İşte bu filmde, bir kere daha iki cinsin ne kadar farklı olduğunu, ne kadar anlaşamaz olduğunu ve sonunda mutlaka birbirlerini kabul ettiklerini anlatıyor. Filmin sonunu söylemiş olmaktan hiç mi hiç gocunmuyorum, zira siz zaten böyle olacağını en baştan biliyorsunuz. Gülmek için, güzel 2 saat geçirmek için ve dünyanın geri kalanını biraz olsun unutmak için tavsiye edeceğim bir film. Sinema seyretmeniz önemle rica olunur, aksi takdirde yakışıklı erkek oyuncumuzu büyük boy göremezsiniz.

İyi seyirler

Salı, Ekim 20

Muhteşem Süleyman

Dönüp dolaşıp kendimi bu adamların ortasında buluyorum. Zincir şeklinde her birini incelemek ve daha detaylarına inmek istemiyorum. Raslantısal olarak elime gelmelerini seviyorum. Harold Lamb'ın Muhteşem Süleyman Kanuni kitabını aldım, bir zamanlar bu kitap hakkında çok şey duyduğumdam pek ısınmamıştım. Olayları hikaye gibi anlatması, kendince de olsa neden sonuç ilişkisi kurması gayet başarılıydı. Zaten hikaye gibi anlatılınca benim aklımda yer ediyor, araştırma temelli bir çalışma istememe nedenim de bu zaten.

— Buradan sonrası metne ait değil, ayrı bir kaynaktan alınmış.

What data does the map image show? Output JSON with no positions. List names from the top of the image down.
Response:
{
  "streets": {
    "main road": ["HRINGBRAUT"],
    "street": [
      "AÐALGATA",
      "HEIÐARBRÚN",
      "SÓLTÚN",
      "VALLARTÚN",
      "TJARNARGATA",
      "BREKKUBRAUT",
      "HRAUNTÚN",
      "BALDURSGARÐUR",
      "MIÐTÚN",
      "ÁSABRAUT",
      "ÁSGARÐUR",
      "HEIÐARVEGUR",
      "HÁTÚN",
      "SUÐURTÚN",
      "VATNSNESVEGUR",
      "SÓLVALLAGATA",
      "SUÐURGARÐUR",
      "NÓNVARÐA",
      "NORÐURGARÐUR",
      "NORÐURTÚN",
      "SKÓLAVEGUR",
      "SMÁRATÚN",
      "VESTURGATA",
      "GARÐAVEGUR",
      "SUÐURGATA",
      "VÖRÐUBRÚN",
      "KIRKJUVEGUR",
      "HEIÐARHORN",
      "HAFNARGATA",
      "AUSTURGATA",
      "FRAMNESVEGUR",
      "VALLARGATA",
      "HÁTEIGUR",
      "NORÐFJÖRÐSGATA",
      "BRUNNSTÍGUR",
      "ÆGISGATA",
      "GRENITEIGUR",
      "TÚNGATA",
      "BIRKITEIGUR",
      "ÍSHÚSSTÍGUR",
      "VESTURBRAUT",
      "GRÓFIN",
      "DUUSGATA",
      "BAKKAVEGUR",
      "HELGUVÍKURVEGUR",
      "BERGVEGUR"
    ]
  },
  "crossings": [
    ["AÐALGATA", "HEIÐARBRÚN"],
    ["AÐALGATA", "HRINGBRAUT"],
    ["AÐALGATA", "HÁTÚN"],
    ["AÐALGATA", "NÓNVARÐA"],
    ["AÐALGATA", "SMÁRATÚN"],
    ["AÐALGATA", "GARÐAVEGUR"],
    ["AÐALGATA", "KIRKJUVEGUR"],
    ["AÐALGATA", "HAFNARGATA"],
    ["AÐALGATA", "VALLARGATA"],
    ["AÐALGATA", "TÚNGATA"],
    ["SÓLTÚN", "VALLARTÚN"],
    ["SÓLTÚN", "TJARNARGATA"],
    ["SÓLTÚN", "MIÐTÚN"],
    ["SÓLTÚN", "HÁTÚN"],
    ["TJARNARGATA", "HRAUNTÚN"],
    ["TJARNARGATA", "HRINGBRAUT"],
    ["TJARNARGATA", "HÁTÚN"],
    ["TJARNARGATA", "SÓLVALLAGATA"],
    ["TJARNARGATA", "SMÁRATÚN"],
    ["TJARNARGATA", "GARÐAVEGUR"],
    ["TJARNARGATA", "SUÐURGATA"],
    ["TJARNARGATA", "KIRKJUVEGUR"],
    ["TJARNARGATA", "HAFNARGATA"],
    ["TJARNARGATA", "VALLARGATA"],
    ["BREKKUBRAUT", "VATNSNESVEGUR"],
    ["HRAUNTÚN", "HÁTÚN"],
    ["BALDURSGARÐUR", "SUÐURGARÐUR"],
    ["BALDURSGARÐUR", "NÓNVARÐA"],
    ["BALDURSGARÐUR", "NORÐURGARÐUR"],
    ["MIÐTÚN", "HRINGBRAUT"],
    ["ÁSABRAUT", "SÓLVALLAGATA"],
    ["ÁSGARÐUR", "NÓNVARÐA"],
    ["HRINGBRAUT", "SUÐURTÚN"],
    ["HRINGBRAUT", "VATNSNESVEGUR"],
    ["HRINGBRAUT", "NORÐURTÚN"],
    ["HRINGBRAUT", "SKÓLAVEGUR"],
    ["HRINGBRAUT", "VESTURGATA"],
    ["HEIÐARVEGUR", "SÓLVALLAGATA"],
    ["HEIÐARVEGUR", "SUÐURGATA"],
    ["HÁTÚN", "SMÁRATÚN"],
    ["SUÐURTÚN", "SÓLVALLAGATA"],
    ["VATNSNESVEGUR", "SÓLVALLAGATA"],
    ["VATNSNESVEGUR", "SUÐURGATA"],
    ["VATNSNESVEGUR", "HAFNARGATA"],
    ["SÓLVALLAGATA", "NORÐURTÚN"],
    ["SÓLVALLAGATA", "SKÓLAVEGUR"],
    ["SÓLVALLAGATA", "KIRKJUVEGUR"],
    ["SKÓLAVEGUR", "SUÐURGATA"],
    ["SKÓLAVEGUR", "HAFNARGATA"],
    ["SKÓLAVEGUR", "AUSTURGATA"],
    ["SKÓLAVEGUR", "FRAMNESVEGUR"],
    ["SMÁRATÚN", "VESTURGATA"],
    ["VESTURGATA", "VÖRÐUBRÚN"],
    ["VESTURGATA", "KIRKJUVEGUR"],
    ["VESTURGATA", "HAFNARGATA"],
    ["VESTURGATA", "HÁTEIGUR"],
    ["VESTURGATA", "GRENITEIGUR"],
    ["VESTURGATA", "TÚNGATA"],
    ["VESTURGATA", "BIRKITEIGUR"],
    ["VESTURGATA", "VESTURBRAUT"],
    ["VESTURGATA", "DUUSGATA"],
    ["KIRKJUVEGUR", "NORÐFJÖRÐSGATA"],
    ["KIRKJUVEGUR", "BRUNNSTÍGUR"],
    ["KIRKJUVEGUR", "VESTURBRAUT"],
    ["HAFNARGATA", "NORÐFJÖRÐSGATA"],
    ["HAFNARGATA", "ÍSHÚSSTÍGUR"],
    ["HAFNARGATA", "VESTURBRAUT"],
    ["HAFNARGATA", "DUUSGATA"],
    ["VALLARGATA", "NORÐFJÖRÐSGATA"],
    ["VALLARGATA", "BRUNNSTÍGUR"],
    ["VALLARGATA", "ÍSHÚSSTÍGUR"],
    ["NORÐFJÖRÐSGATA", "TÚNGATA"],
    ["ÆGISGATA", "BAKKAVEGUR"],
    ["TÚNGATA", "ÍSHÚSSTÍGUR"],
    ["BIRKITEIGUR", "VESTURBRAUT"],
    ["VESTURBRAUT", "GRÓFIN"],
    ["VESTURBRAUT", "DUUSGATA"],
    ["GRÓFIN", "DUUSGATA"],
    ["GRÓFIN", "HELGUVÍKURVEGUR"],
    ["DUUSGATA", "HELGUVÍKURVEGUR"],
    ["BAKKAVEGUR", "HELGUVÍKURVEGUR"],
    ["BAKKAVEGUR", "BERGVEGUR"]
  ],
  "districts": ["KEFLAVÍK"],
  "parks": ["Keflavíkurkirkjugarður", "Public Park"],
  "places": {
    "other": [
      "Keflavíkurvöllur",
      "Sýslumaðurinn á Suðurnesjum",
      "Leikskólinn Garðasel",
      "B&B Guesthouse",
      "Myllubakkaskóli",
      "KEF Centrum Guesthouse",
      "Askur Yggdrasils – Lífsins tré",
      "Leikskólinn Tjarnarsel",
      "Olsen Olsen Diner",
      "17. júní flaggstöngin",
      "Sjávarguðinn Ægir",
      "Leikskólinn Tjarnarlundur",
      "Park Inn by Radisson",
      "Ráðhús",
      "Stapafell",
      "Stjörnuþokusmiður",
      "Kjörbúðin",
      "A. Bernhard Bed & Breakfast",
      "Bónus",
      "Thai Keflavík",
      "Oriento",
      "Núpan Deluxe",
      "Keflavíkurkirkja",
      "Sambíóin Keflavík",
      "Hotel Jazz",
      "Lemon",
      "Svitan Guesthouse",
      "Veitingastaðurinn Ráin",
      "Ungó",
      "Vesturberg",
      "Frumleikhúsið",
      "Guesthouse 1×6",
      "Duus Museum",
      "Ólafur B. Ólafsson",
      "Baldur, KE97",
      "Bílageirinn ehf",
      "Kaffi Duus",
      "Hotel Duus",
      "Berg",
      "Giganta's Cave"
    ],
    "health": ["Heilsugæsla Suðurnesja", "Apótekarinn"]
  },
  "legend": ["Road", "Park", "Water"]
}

Kronolojik veya alfabetik sultanlar serisini, kısa kısa hayat hikayelerini, onu yapmış bunu yapmışlardan çok sıkıldım. Sanki kendimi küçücük ilkokul sıralarında sınava giren lise öğrencisi gibi hissediyorum. Buna izin vermeyerek hikayemsi tarih kitaplarına devam, hayal edebildiğim sürece takılıp peşine gidebiliyorum.


Mesela bu kitabı okurken Süleyman hep benimle geziyordu, o olsa bu durumlarda nasıl bir padişah olurdu? sorusunu hep taşıdım cebimde. Verdiği kararları okurken, kapatıp uzun uzun düşündüm. Neler hissetmiş olabilir, neden bunu yapmış olabilir, kimler buna imkan vermiş olabilir?


Nerede hata yapmış? Yapmamış olsa şu an ben bu durumdan nasıl etkilenirdim? gibi heyecanlı sorularda cabası. Gel görki nasıl bir zalimlik, nasıl bir zoraki öğrenimdir yaşadıkları. İnsan en sevdiğini kaybedince bile yaşadığını ilk gününde bilirse, ondan sonra ne olabilir ki! Kardeş katlinin caiz olması, gerekirse şehzadelerini katletmek ve birgün gelip oğullarının katledileceğini bilmek ... İnsan bir ömür boyu bu fikri nasıl taşıyabilir? Ağır gelmez mi? Bir gün bile olsa sırf bu yüzden elin ayağın tutmamazlık etmez mi?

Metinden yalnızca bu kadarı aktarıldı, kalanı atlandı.